**Instructions to follow**
The response must reproduce every record below without alteration.

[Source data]
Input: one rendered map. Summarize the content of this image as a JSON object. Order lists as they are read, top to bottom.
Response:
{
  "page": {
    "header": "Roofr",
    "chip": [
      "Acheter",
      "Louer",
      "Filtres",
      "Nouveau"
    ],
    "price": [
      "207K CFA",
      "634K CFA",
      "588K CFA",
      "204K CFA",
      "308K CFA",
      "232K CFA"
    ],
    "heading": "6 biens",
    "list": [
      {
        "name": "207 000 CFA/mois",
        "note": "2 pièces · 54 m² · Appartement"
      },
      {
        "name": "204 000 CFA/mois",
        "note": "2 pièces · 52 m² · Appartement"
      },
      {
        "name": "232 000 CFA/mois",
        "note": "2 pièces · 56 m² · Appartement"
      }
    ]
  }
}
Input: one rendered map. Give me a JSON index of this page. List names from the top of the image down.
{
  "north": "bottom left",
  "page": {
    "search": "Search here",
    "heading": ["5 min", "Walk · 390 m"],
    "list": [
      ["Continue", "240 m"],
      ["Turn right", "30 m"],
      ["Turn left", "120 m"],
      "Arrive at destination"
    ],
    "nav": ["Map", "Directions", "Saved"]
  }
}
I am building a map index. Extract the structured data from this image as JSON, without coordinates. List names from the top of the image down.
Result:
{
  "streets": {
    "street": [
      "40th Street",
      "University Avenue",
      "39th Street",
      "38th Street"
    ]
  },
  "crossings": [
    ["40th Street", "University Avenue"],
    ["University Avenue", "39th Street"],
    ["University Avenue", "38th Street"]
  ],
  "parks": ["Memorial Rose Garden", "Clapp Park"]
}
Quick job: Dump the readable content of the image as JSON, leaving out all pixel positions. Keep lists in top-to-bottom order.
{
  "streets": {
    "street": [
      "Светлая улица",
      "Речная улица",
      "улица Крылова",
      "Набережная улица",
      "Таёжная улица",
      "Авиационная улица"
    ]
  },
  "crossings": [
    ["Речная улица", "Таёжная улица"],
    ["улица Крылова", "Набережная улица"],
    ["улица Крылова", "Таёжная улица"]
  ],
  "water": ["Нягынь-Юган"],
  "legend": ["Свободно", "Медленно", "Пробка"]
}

**Output of the exercise**
Input: one rendered map. Summarize the content of this image as a JSON object. Order lists as they are read, top to bottom.
Response:
{
  "page": {
    "header": "Roofr",
    "chip": [
      "Acheter",
      "Louer",
      "Filtres",
      "Nouveau"
    ],
    "price": [
      "207K CFA",
      "634K CFA",
      "588K CFA",
      "204K CFA",
      "308K CFA",
      "232K CFA"
    ],
    "heading": "6 biens",
    "list": [
      {
        "name": "207 000 CFA/mois",
        "note": "2 pièces · 54 m² · Appartement"
      },
      {
        "name": "204 000 CFA/mois",
        "note": "2 pièces · 52 m² · Appartement"
      },
      {
        "name": "232 000 CFA/mois",
        "note": "2 pièces · 56 m² · Appartement"
      }
    ]
  }
}
Input: one rendered map. Give me a JSON index of this page. List names from the top of the image down.
{
  "north": "bottom left",
  "page": {
    "search": "Search here",
    "heading": ["5 min", "Walk · 390 m"],
    "list": [
      ["Continue", "240 m"],
      ["Turn right", "30 m"],
      ["Turn left", "120 m"],
      "Arrive at destination"
    ],
    "nav": ["Map", "Directions", "Saved"]
  }
}
I am building a map index. Extract the structured data from this image as JSON, without coordinates. List names from the top of the image down.
Result:
{
  "streets": {
    "street": [
      "40th Street",
      "University Avenue",
      "39th Street",
      "38th Street"
    ]
  },
  "crossings": [
    ["40th Street", "University Avenue"],
    ["University Avenue", "39th Street"],
    ["University Avenue", "38th Street"]
  ],
  "parks": ["Memorial Rose Garden", "Clapp Park"]
}
Quick job: Dump the readable content of the image as JSON, leaving out all pixel positions. Keep lists in top-to-bottom order.
{
  "streets": {
    "street": [
      "Светлая улица",
      "Речная улица",
      "улица Крылова",
      "Набережная улица",
      "Таёжная улица",
      "Авиационная улица"
    ]
  },
  "crossings": [
    ["Речная улица", "Таёжная улица"],
    ["улица Крылова", "Набережная улица"],
    ["улица Крылова", "Таёжная улица"]
  ],
  "water": ["Нягынь-Юган"],
  "legend": ["Свободно", "Медленно", "Пробка"]
}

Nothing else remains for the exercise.